日本では、「コミュニケーション」は「慣例」などに従って行われるもので、その巧拙は「才能が決めるもの」と考えられています。一方で、アメリカなどでは、「コミュニケーションは科学であり、学ぶものである」という認識が一般的です。
「なんとなく、周りがやるように」という日本スタイルとは違い、脳科学や心理学、行動経済学など、アカデミックに「分析・研究」が行われ、「最適解」が導き出され、その「方程式」に基づいて、「誰もが鍛え、上達させることができるもの」なのです。
例えば、「第一印象」といった、あまり学術的ではないように見えるテーマでも、多くの有名大学の学者の手で科学的に徹底的に分析されており、無数の論文が存在することに驚かされます。
今回はそうした、「第一印象と愛想のよさの科学」について紹介しましょう。
「第一印象」は「10分の1秒」で決まる
「第一印象」ははたしてどれぐらいの「時間」で作られるものかについては、諸説があります。

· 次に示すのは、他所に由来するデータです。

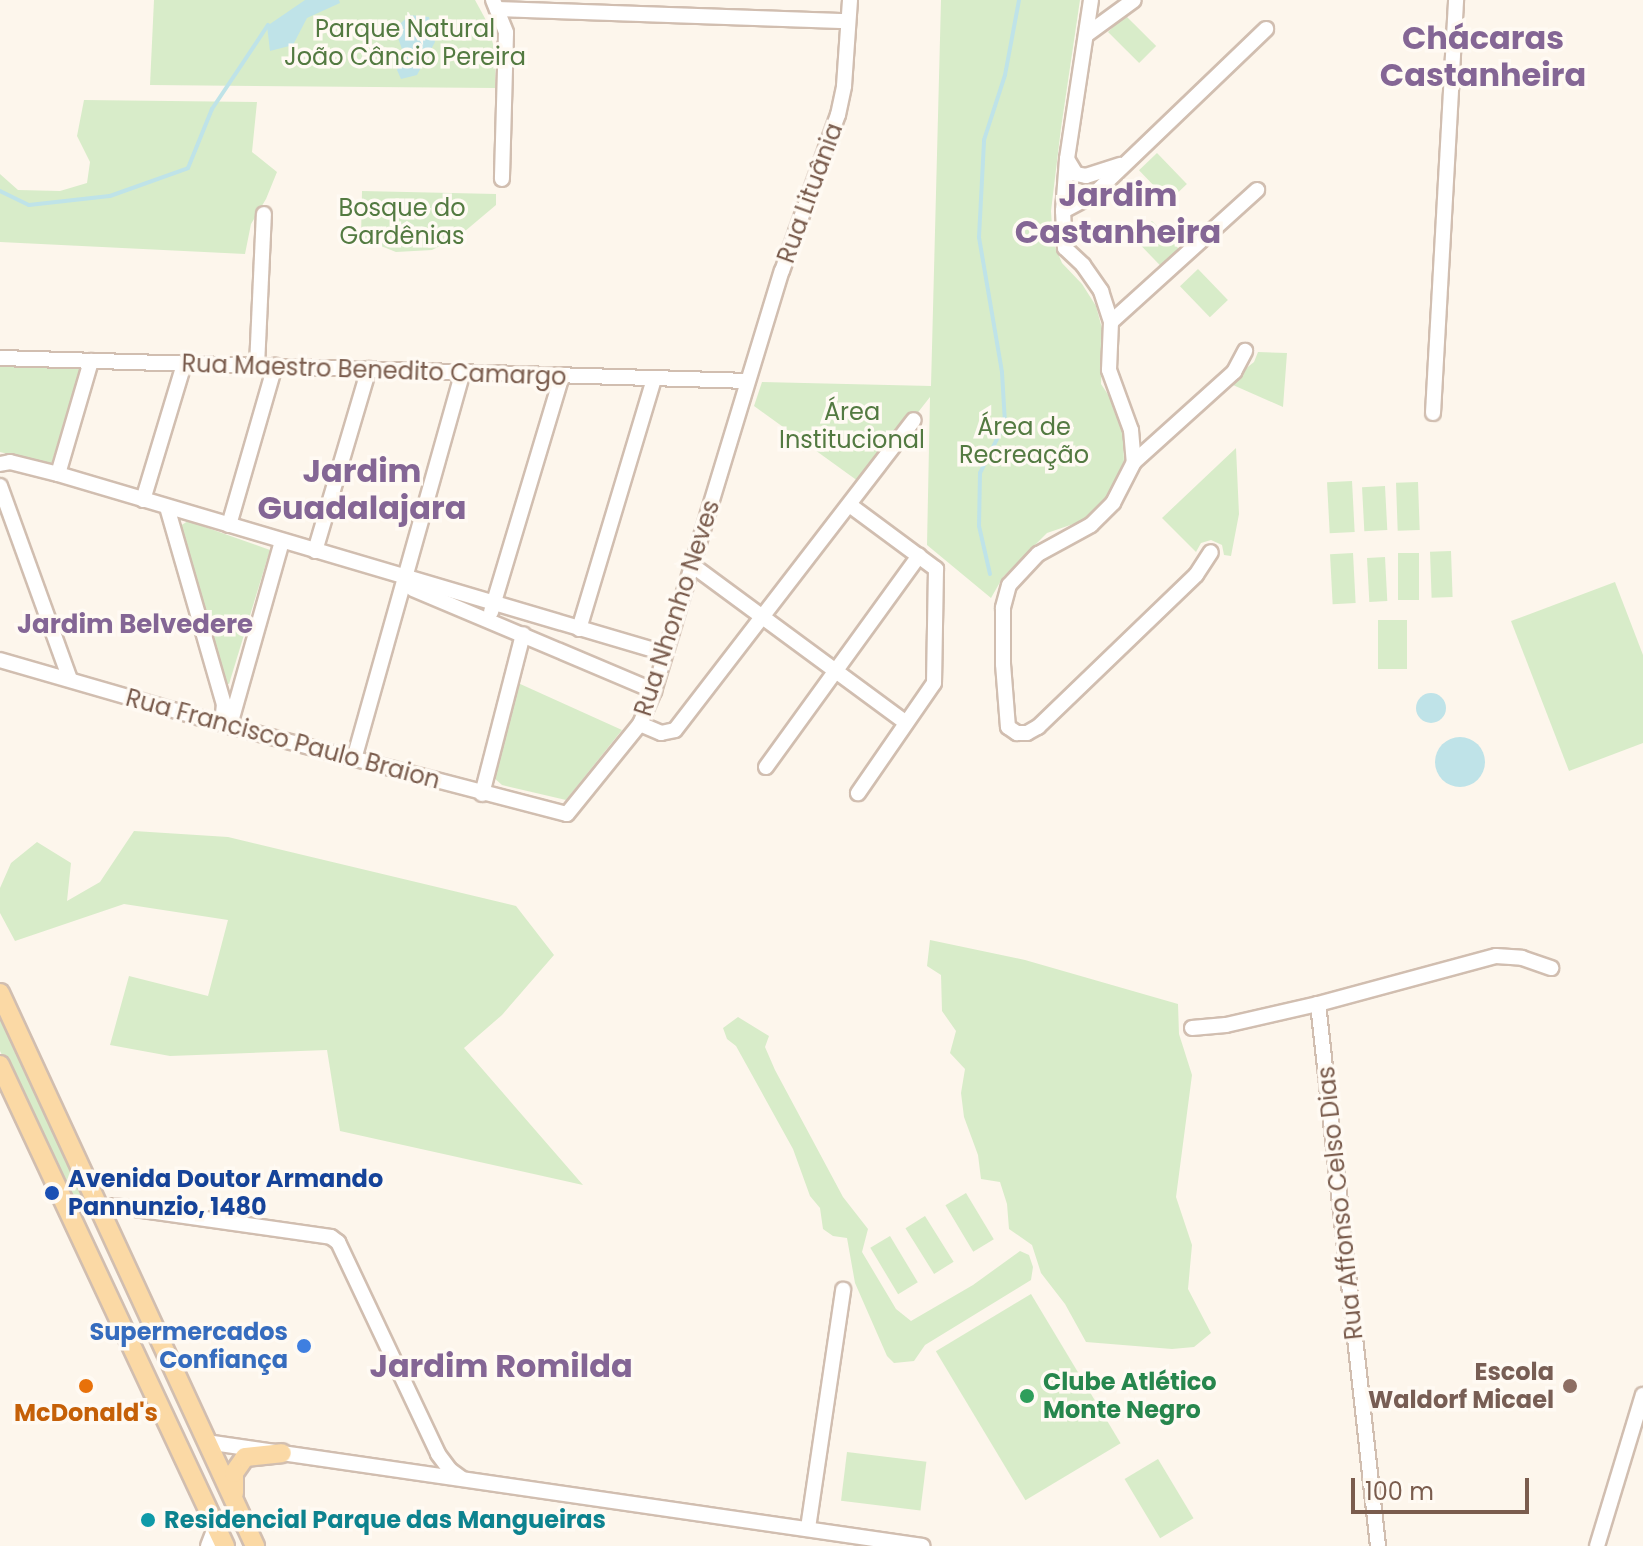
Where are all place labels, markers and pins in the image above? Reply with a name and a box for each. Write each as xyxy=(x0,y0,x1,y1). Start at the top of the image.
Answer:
place label: Avenida Doutor Armando Pannunzio, 1480 xyxy=(68,1165,383,1221)
marker: Avenida Doutor Armando Pannunzio, 1480 xyxy=(43,1184,61,1202)
place label: Supermercados Confiança xyxy=(89,1318,288,1374)
marker: Supermercados Confiança xyxy=(295,1337,313,1355)
place label: Escola Waldorf Micael xyxy=(1368,1358,1554,1414)
place label: Clube Atlético Monte Negro xyxy=(1043,1368,1217,1424)
marker: McDonald's xyxy=(77,1377,95,1395)
marker: Escola Waldorf Micael xyxy=(1561,1377,1579,1395)
marker: Clube Atlético Monte Negro xyxy=(1018,1387,1036,1405)
place label: McDonald's xyxy=(14,1399,158,1427)
place label: Residencial Parque das Mangueiras xyxy=(164,1506,606,1534)
marker: Residencial Parque das Mangueiras xyxy=(139,1511,157,1529)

「3秒」「7秒」「15秒」などと言われますが、プリンストン大学の研究では、なんと、「たったの『10分の1秒』誰かを見ただけで、その印象は決まってしまう」と結論づけています。
被験者に見知らぬ人の顔の写真を10分の1秒見せた場合と、もっと長い時間見せた場合で、印象は変わらなかったそうです。

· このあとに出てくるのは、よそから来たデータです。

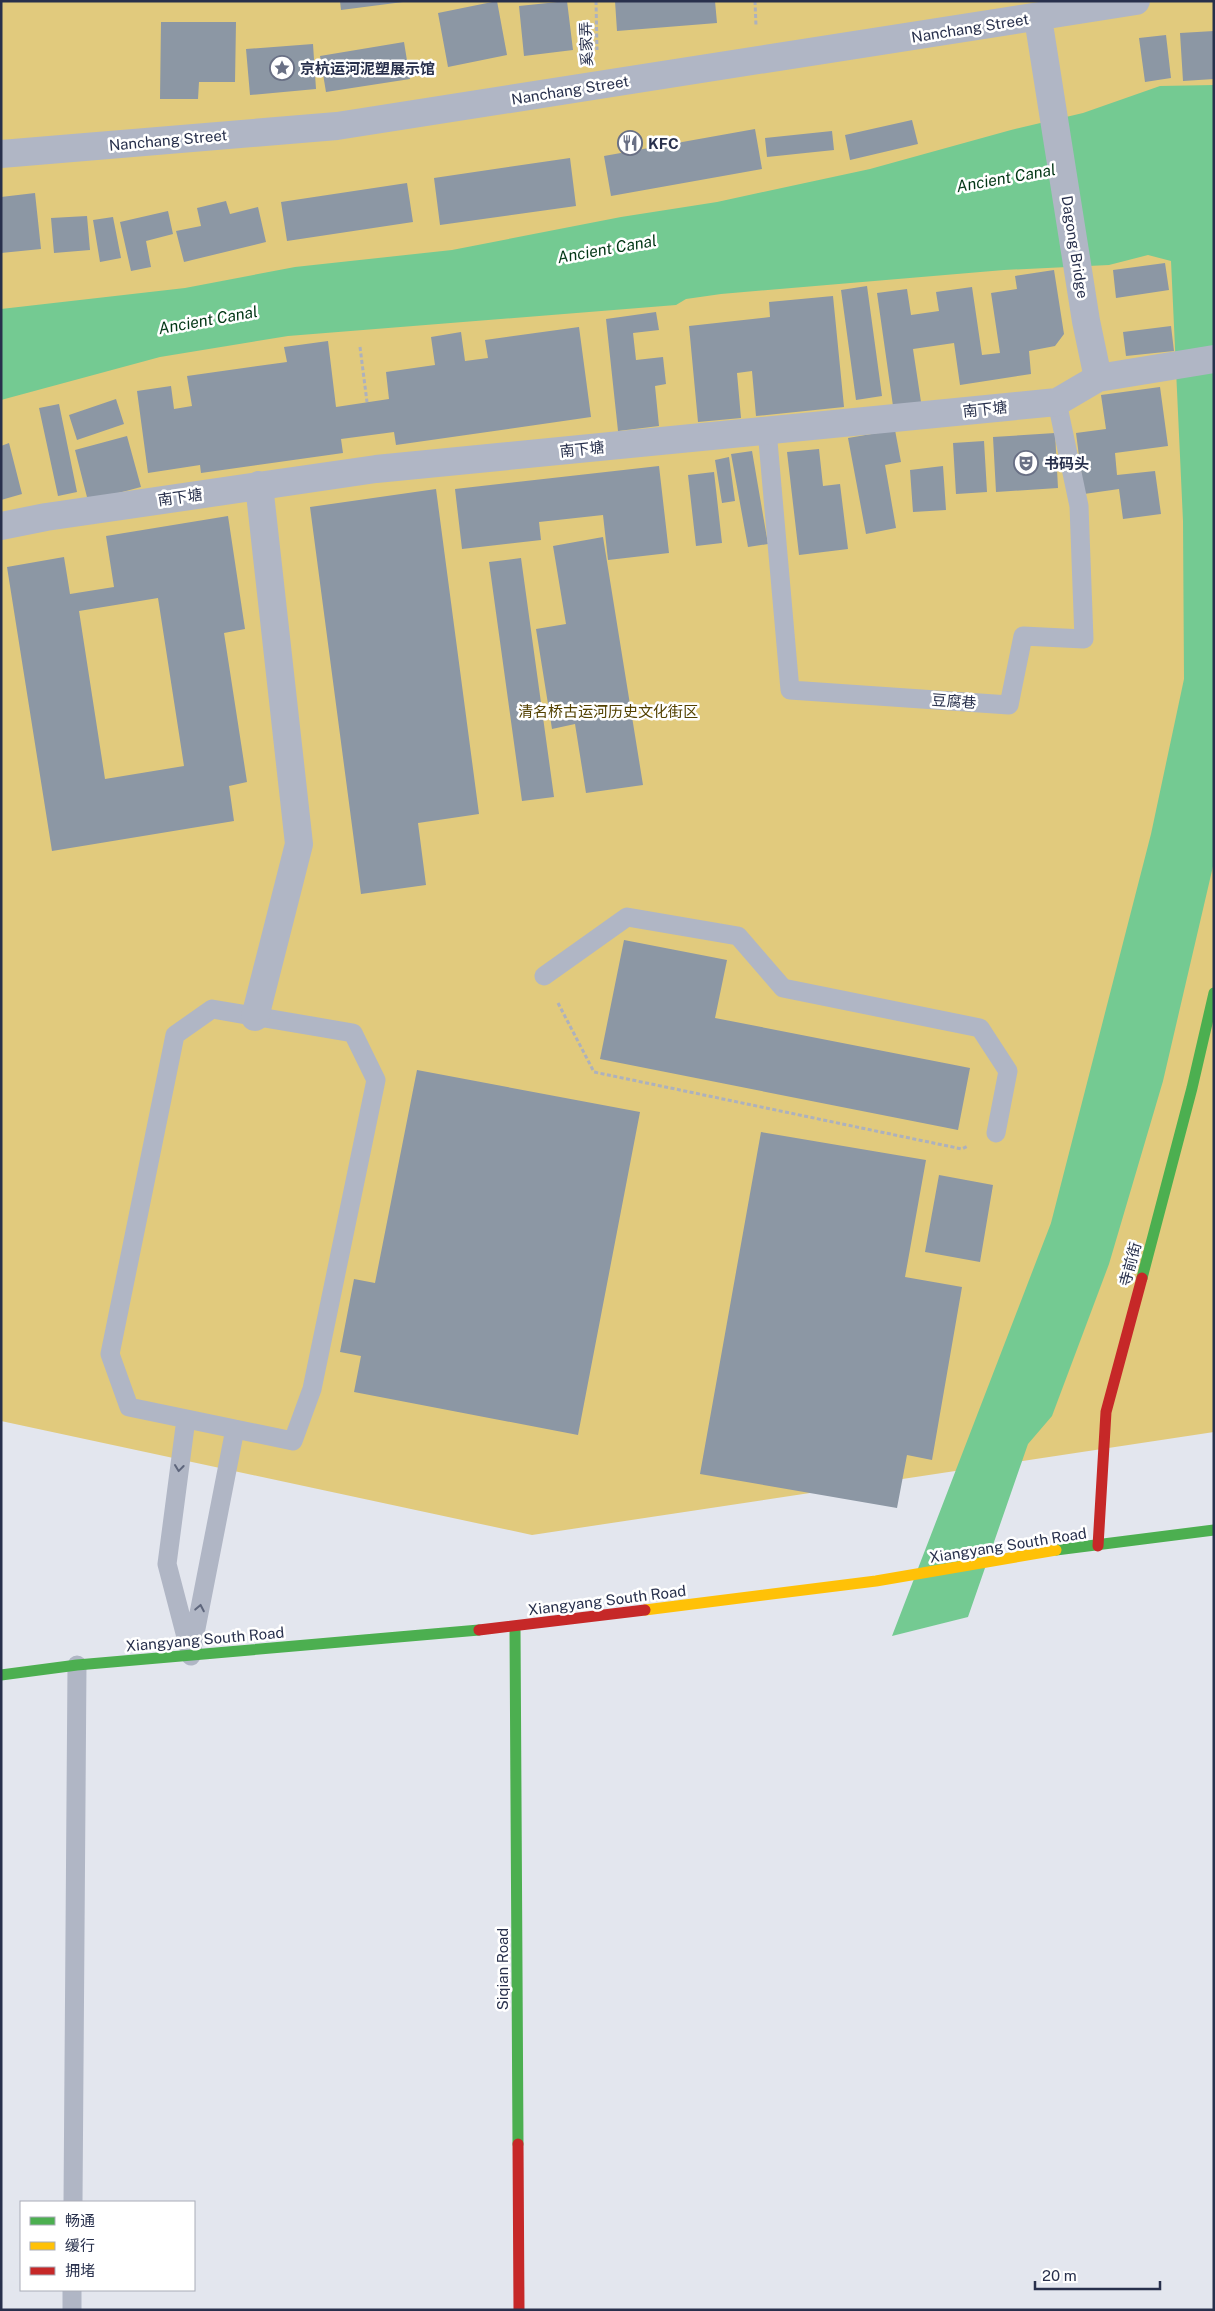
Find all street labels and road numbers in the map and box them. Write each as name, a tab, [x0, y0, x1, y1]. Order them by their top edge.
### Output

人は誰かと会った瞬間に、印象を形作ってしまう、この現象は「snap judgement」「thin slicing」などと呼ばれます。
「snap」とは「即」「すぐに」ということですが、まさにほんの一瞬の判断ということ。「thin slicing」とは、まるで、MRIにかけるように、うすーく表面をスライスするように判断されてしまうということです。
なぜ、そのような「短時間」で作られるのか。それは人間の「生存本能」に関係しています。